Requirement
Lines with the word "absolute" are the answer; copy each of them from the data below.

Excerpted data
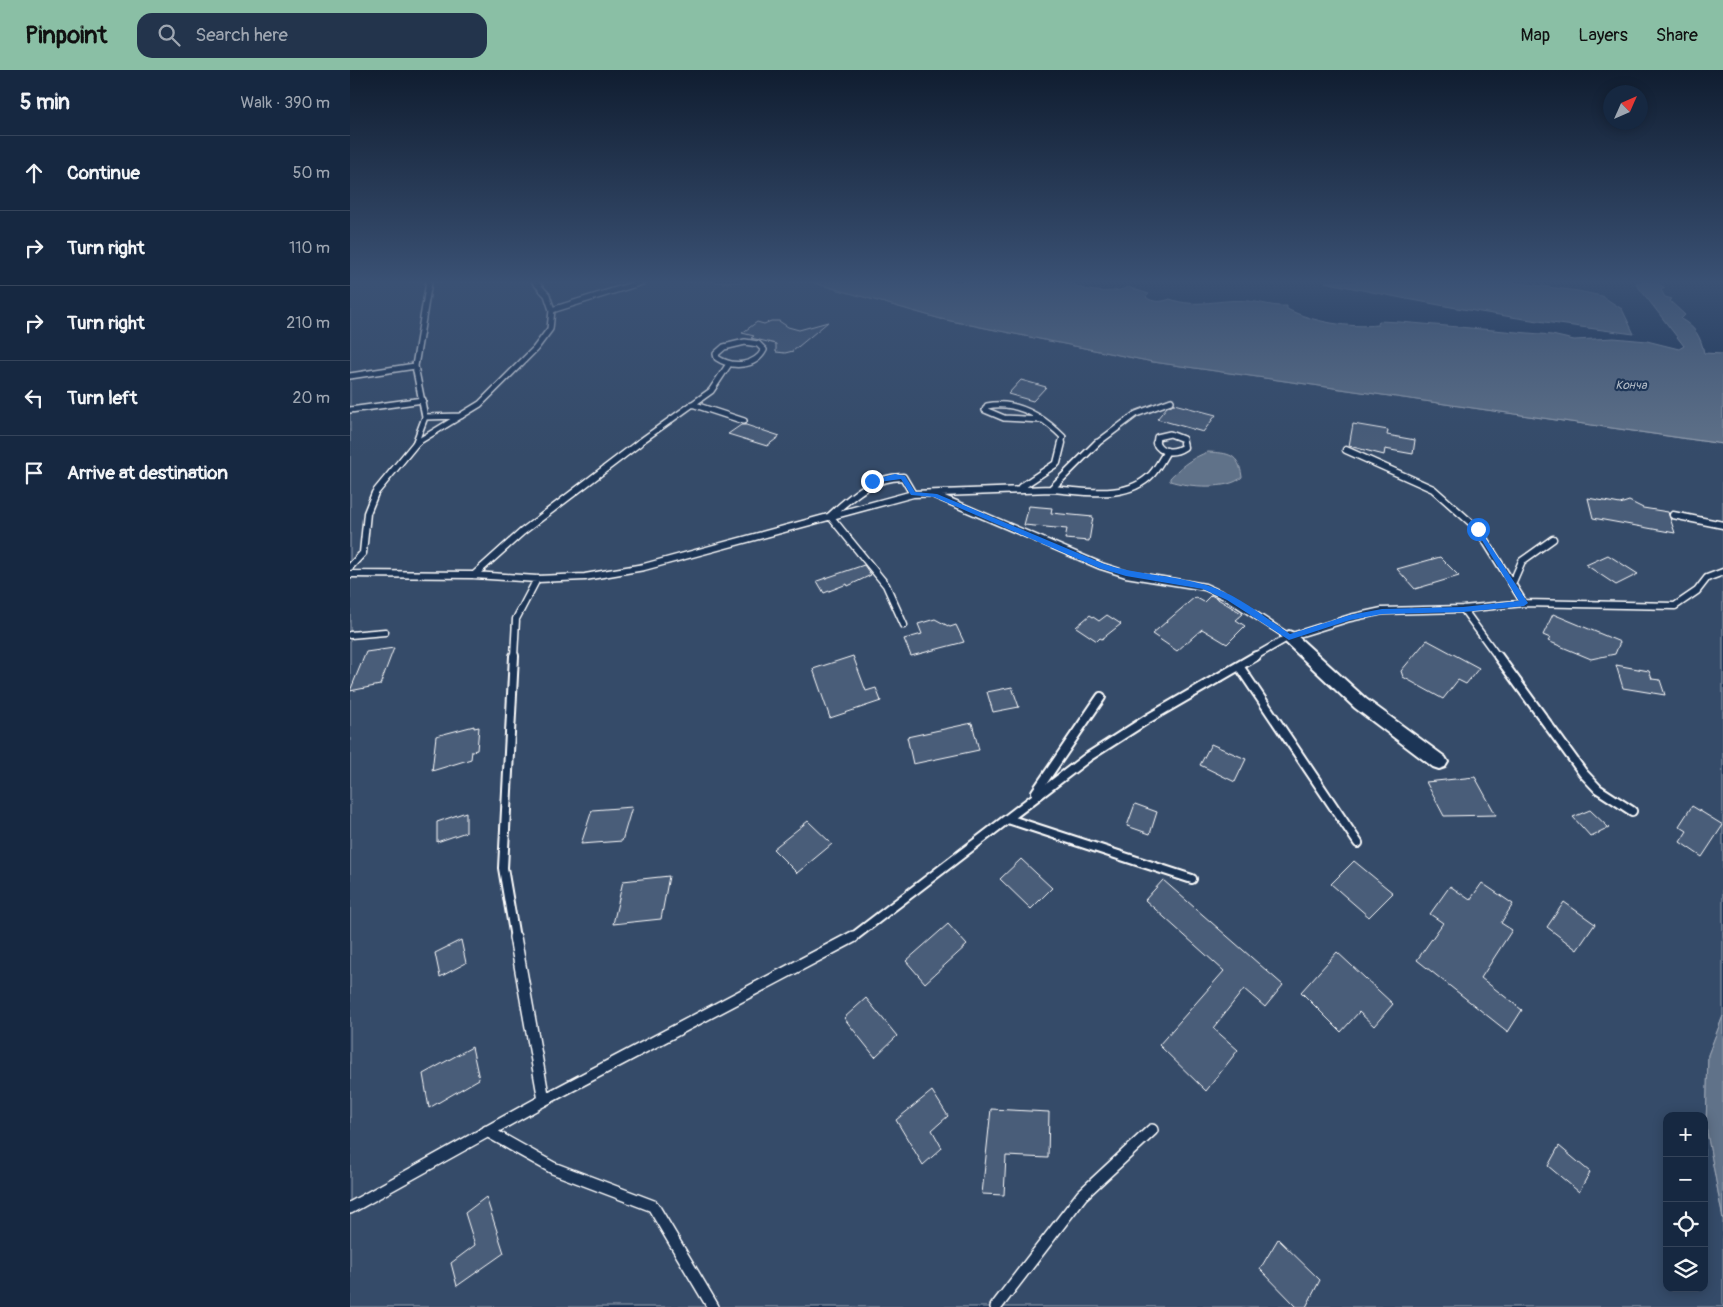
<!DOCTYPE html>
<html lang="en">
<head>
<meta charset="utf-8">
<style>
  body { margin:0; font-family:Pangolin,sans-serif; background:#23344c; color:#f1f3f6 }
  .controls { position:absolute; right:15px; bottom:15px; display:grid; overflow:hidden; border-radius:10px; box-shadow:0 2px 12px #0003 }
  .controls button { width:45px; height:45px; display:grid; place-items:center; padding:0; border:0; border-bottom:1px solid #35445a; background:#162841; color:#f1f3f6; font:25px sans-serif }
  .compass { position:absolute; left:1253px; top:15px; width:45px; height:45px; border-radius:50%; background:#162841; box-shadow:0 2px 12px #0003; rotate:45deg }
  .stop { position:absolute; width:15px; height:15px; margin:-11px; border:4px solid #1a73e8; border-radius:50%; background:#fff }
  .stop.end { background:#1a73e8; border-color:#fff; box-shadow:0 1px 5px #0008 }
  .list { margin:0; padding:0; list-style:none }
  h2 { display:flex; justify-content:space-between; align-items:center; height:65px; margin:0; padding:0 20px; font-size:21px }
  h2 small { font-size:16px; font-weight:400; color:#9ea6b1 }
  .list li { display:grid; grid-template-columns:32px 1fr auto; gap:15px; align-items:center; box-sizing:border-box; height:75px; padding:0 20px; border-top:1px solid #35445a }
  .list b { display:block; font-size:19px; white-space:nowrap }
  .list em { font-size:16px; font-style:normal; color:#9ea6b1 }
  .icon { flex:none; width:28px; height:28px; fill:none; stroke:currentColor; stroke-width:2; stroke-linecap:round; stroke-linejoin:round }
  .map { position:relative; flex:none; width:1373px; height:1237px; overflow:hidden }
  header { display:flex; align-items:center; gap:30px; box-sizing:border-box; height:70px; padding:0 25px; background:#8abfa5; color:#111 }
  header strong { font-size:24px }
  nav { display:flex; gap:28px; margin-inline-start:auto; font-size:18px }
  .search { width:350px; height:45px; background:#23344c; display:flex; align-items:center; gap:12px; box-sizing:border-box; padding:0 18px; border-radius:15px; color:#9ea6b1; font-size:19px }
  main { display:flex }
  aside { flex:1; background:#162841 }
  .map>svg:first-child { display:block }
  .green { fill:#364b69; stroke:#9aa5b4; fill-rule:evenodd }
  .water { fill:#617289; stroke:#a0aab8 }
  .building { fill:#4a5d79; stroke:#fff }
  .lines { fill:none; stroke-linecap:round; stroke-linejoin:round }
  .lane-far3-casing { stroke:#fff; stroke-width:8 }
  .lane-far2-casing { stroke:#fff; stroke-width:9 }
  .lane-far1-casing { stroke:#fff; stroke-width:12 }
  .lane-casing { stroke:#fff; stroke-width:14 }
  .street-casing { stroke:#fff; stroke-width:4 }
  .lane-far3 { stroke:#1d3557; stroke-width:5 }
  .lane-far2 { stroke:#1d3557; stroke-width:6 }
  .lane-far1 { stroke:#1d3557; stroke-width:8 }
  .lane { stroke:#1d3557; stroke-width:11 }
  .street { fill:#1d3557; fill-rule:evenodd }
  .route { fill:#1a73e8 }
  .labels { text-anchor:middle; stroke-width:4.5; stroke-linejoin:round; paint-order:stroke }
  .far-water-label { font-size:12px; font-style:italic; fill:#b8c0ca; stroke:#1d3557 }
</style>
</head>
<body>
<header>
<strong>Pinpoint</strong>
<div class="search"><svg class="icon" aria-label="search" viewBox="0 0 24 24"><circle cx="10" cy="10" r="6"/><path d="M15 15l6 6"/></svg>Search here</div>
<nav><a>Map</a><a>Layers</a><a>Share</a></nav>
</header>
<main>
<aside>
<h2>5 min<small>Walk · 390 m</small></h2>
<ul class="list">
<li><svg class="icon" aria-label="ahead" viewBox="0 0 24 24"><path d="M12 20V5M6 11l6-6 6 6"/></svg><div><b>Continue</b></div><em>50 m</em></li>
<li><svg class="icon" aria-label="right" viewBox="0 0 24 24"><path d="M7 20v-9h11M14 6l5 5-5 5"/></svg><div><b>Turn right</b></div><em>110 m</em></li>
<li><svg class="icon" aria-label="right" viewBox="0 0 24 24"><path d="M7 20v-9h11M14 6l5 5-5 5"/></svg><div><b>Turn right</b></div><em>210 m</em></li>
<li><svg class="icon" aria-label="left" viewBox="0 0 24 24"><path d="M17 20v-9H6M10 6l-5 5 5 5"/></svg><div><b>Turn left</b></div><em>20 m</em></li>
<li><svg class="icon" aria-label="arrive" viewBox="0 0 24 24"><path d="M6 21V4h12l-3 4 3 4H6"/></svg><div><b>Arrive at destination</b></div></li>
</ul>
</aside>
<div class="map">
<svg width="1373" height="1237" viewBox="0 0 1373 1237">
  <rect width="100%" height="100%" fill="#1d3557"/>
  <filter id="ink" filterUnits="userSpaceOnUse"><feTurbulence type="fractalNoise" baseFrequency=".02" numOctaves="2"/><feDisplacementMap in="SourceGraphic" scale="10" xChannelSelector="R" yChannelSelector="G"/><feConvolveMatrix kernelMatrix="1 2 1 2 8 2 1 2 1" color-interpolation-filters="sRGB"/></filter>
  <g filter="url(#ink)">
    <path class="green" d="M0,212H461L591,249L803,292L1373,374V946L1358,985L1356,1057L1373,1149V1237H0ZM1317,1046H1354V1218H1317Z"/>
    <path class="water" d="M461,212H721C732,223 766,224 778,217L799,224L796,227C803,233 812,232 820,229C846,239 871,228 898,231C911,232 923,237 937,236V239C963,252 999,258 1028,255L1029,251L1050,252L1202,265L1224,270L1264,268L1297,271L1329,279L1334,276L1286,214L1287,212L1308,213L1315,218L1311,220L1315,227L1322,229L1320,231L1335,245L1331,249C1345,257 1351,267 1354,283L1373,284V374L803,292L591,249Z
      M975,212H1161L1228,221L1252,226L1272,239L1284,264C1180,251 1077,235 975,212Z
      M858,382C879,383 889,384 892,407C879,420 838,417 820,411V408C830,397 843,387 858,382Z
      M1373,946V1149L1356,1057L1358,985Z"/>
    <path class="building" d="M421,251H429L438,257L449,260L478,252L443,281L435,283L426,282V274L401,268L404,266L392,263L407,252L414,254Z
      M671,310L696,317L683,331L658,324Z
      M824,334L866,345L853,362L807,349L817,337Z
      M1003,354L1038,360L1037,365L1065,370L1063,384L1035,379L1034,385L999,376Z
      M391,355H396L430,366L417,376L378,364Z
      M1238,428L1270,434L1279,431L1293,438L1318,442L1325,463L1243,448Z
      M679,436L702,438L701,443L743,447L739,471L715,469L717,459L674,455Z
      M1258,485L1288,504L1266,515L1236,495Z
      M1090,487L1109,506L1065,519L1047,499Z
      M514,495L521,505L498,516L497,514L474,523L467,511Z
      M861,525L893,544L886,550L895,556L877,574L852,559L827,581L802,564L845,527L854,532Z
      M1203,544L1270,572L1265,584L1241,589L1198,571L1200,568L1193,565Z
      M740,545L749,551L757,545L771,554L752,569L750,568L747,571L726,557Z
      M585,549L600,557L606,555L614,572L561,586L554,569L572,564L568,554Z
      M1077,570L1129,598L1116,614L1108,610L1093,629L1053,607L1051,601Z
      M44,578L30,615L0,621L16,582Z
      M503,586L516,621L526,618L531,631L480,648L463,599Z
      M1266,595L1299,601L1302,609L1310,610L1315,625L1273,618Z
      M662,617L669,637L643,642L637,622Z
      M622,653L629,680L563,694L557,667Z
      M124,656V658L129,657L127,680L122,681L121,689L82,701L86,666Z
      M861,674L896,689L885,712L850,695Z
      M1125,707L1146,745L1094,746L1076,712Z
      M785,734L807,742L800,764L777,756Z
      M1342,736L1373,755L1352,787L1330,772L1337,761L1329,756Z
      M282,737L272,771L231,774L242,740Z
      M1240,740L1259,758L1241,767L1223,747Z
      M116,742V762L87,772V752Z
      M458,751L482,774L447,803L423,779Z
      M671,789L702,818L681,839L650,809Z
      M1004,791L1043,823L1019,847L981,814Z
      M319,806L311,849L263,854L273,811Z
      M813,810L933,915L915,937L894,919L863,958L888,980L856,1021L809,975L874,901L795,830Z
      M1132,813L1163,834L1151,853L1162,860L1131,908L1172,940L1158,962L1067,890L1093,853L1080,844L1100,816L1120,830Z
      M1214,832L1245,854L1227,880L1197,857Z
      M598,854L617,875L575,913L556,891Z
      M111,870L116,893L90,907L85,883Z
      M987,882L1043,934L1024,956L1009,942L991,962L951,922Z
      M516,928L547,966L525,987L494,948Z
      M122,977L129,1009L79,1038L73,1004Z
      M582,1021L598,1046L582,1060L592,1078L573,1095L546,1050Z
      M641,1039L699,1042L698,1088L656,1086L654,1125L632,1124Z
      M1209,1076L1240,1102L1229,1122L1198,1096Z
      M136,1127L154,1183L107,1216L101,1193L125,1175L115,1143Z
      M928,1169L970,1210L956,1237H947L910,1199Z"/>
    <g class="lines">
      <defs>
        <path id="lane-far3" d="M202,240L292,212
          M395,272L408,274L414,280C405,297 382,298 367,288L366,284L374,277Z
          M0,306L65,296
          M342,334L394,351
          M0,340L73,330
          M75,347L111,346
          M691,350L654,348L635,340L637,336C667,330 693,347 713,367L711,374
          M66,373L130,334L185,279L200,259L202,240L197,225L185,212
          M65,374L75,347L65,296L79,212
          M287,374L361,321L379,294
          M746,374L786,344L821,331
          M806,374L807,367L820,364L833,369L834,374"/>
        <path id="lane-far2" d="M806,373C811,384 825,383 834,377L833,373
          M996,380L1083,419L1128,459L1174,533
          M671,417L707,393L712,373
          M701,419C734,421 777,431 802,404C808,397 812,389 817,381
          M563,424L701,419L747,373
          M585,425L751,496L776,504L855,517L879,528L939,567
          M1323,445L1373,455
          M480,446L536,515L554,555
          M0,497L13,483L17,443L25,423L66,373
          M0,504L124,505L187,509L235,507L294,497L563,424L553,407C522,407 502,426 480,446
          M124,505L172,462L289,373
          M1162,514L1172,491L1203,469
          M1113,539L1148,587
          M0,565L35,562
          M164,587L166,549L187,509
          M904,587L939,567L1000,548L1032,541L1113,539L1174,533L1325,536L1347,521L1357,508L1373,502"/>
        <path id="lane-far1" d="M164,586L153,798L165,868
          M1148,586L1233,703L1248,719L1282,741
          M889,596L1008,773
          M686,722L751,627
          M658,749L842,809
          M502,868L738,687L799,648L906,586"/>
        <path id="lane" d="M165,867L194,1030L503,867
          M137,1061L203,1098L303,1136L363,1237
          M0,1138L194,1030
          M646,1237L732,1125L802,1060"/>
        <path id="street" d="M939,561L944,563L1016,629L1095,687L1098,692L1095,697L1089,699L1083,697L1005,638L934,571L931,567L934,563Z"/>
      </defs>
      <use href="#lane-far3" class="lane-far3-casing"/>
      <use href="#lane-far2" class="lane-far2-casing"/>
      <use href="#lane-far1" class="lane-far1-casing"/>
      <use href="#lane" class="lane-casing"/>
      <use href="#street" class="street-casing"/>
      <use href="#lane-far3" class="lane-far3"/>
      <use href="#lane-far2" class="lane-far2"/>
      <use href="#lane-far1" class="lane-far1"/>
      <use href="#lane" class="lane"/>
      <use href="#street" class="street"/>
    </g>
  </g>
  <linearGradient id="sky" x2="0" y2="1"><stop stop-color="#101d30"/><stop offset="0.55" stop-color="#3a5174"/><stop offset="1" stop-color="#3a5174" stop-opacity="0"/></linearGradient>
  <rect width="1373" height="385" fill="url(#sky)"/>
  <path class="route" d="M545,404L555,406L565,422L587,424L754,494C787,505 823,505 856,515C887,524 914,547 940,564L1000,545L1032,539L1113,537L1169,531L1125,459L1128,457L1178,533L1174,536L1113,542L1032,544L1000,550L939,570L877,530L853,519L776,506L749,498L584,427L561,425L551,409L522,413L519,411Z"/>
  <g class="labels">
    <g class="far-water-label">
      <text x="1281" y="319">Конча</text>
    </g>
  </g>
</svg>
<div class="controls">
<button>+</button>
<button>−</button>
<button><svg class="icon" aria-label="locate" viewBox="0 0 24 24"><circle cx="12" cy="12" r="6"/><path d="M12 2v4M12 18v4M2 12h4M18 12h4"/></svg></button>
<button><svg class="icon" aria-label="layers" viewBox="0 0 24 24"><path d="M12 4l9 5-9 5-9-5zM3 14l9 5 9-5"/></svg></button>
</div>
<svg class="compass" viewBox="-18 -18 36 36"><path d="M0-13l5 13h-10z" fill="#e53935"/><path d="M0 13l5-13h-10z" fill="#9ea6b1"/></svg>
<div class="stop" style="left:1128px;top:459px"></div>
<div class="stop end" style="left:522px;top:411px"></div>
</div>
</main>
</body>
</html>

Task answer
  .controls { position:absolute; right:15px; bottom:15px; display:grid; overflow:hidden; border-radius:10px; box-shadow:0 2px 12px #0003 }
  .compass { position:absolute; left:1253px; top:15px; width:45px; height:45px; border-radius:50%; background:#162841; box-shadow:0 2px 12px #0003; rotate:45deg }
  .stop { position:absolute; width:15px; height:15px; margin:-11px; border:4px solid #1a73e8; border-radius:50%; background:#fff }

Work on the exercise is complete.